Med 160, Creative Statement


Nothing fascinates me more than the human experience and being able to communicate it in a way that incites an emotional response from someone who never went through it. I hope to create art of every form that can move others in ways they never thought they could before. When I look at the works of art that I connected with the most, the ones that left deep indents in my idea of what it meant to tell a story, I find those storytellers pulled me in and overwhelmed me with a connection of emotion.

That’s what I want my work to be about. Regardless of being small or big, fiction or nonfiction, subjective or objective, I hope my work is able to inspire a connection with humanity through empathy. To recognize it’s wonderous existence which needs more attention. The tiny details that make up an image and weave together an imperfectly perfect human experience. Reality in a way that is so familiar yet jarring in its display. 

One of the best examples of this for myself is the song “Saturn” by Sleeping at Last. The way the tiniest details create an experience of melancholy is one that I will always hold as a standard for my work. Another example is the Pakistani drama Dastaan–a story of the creation of Pakistan and all that was gained and lost in that journey was displayed through raw human interaction. The show didn’t rely on huge gestures, rather, through small and subtle details like the flicker of excitement or sadness in the eyes of the characters. The colors and the music only added to the experience. The show made me feel loss and passion and anger in ways my 10-year-old self didn’t have access to. It opened doors of emotions within me. The Turkish show Kurt Seyit Ve Sura in several ways did the very same. The filmography was entirely encompassing in the way it drew audiences to that era and into the fragile relationships of the main characters. 

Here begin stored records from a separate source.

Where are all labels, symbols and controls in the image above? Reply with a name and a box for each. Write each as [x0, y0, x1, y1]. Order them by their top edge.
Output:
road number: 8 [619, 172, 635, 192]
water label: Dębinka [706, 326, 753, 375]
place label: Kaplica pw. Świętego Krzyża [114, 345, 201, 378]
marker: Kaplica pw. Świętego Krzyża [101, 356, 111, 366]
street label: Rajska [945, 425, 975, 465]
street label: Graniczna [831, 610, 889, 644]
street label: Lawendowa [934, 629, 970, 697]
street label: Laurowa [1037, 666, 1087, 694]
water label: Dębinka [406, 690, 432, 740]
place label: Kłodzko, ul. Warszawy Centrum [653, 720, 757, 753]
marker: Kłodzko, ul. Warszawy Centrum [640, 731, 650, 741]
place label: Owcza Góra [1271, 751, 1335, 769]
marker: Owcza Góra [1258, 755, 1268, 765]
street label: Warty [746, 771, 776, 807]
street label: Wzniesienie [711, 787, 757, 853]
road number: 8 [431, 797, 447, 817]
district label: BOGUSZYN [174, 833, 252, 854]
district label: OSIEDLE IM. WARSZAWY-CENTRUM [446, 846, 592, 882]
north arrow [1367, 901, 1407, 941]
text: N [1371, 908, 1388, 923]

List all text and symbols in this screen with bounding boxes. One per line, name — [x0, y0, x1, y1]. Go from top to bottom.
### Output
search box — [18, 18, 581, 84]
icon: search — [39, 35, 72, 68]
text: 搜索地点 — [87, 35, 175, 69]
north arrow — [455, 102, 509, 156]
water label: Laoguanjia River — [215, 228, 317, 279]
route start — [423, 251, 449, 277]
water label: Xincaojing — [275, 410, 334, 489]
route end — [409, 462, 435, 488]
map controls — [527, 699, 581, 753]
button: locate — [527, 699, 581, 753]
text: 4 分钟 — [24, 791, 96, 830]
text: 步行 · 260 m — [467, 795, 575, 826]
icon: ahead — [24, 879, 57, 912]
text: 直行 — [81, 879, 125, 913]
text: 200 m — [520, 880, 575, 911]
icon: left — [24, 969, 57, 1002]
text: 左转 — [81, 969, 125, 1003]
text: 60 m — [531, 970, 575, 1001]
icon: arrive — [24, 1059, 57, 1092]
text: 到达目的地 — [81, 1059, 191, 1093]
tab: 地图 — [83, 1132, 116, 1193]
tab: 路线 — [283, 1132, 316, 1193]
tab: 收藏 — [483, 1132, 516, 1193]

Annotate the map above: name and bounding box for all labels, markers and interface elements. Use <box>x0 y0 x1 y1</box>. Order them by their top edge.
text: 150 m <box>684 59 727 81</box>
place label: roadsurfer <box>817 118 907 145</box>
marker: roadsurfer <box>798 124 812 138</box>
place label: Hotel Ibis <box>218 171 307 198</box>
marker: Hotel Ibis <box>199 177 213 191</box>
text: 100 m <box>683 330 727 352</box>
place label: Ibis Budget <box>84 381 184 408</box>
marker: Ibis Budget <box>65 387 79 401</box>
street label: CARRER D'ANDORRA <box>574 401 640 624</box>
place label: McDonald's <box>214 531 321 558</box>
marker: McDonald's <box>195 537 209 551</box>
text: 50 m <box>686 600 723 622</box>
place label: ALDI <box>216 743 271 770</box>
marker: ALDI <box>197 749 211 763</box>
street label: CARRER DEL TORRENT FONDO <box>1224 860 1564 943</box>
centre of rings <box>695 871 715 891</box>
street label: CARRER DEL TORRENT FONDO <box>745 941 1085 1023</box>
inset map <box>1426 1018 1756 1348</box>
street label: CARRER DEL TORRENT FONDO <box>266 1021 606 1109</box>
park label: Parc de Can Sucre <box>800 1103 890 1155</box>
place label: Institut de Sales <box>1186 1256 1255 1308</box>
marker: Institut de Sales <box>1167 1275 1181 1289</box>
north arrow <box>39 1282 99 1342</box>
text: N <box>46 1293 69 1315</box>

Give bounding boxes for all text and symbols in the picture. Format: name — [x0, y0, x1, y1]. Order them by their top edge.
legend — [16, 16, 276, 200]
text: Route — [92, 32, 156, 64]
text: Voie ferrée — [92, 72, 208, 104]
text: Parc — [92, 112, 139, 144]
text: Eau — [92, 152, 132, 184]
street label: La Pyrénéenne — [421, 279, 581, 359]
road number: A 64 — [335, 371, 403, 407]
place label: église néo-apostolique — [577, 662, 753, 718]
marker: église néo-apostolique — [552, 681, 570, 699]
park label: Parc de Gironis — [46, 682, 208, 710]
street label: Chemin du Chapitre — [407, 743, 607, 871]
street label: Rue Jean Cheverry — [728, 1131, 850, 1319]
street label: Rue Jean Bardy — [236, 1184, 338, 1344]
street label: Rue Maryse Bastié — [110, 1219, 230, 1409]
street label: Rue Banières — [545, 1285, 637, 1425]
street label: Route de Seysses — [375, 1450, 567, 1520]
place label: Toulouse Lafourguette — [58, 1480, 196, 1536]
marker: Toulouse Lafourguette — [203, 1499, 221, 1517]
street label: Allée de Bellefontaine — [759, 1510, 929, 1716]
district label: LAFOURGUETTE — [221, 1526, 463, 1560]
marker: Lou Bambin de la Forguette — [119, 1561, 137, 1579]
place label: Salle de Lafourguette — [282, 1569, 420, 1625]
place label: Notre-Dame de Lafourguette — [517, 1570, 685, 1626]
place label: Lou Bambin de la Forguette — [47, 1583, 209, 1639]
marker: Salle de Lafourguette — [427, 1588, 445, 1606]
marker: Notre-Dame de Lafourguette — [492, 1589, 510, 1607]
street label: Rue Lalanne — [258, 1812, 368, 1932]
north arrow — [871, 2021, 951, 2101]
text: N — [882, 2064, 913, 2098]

Through my work, you can expect to see art made out of the tiny details of everyday life. Waves of melancholy threaded through the mundane and familiar. Stories behind the eyes you meet at random on the streets. The woman you sit with on the train. The street vendor whose smile you notice every morning. The Starbucks employee you see speeding through the numerous orders of coffee, lost and in complete trance with the task at hand. Hundreds of thoughts and emotions flying through his head and his eyes. A squint, a smile, a flash of anger, tiredness or even emptiness. It means finding art in the mundane and relaying it as a piece of beauty.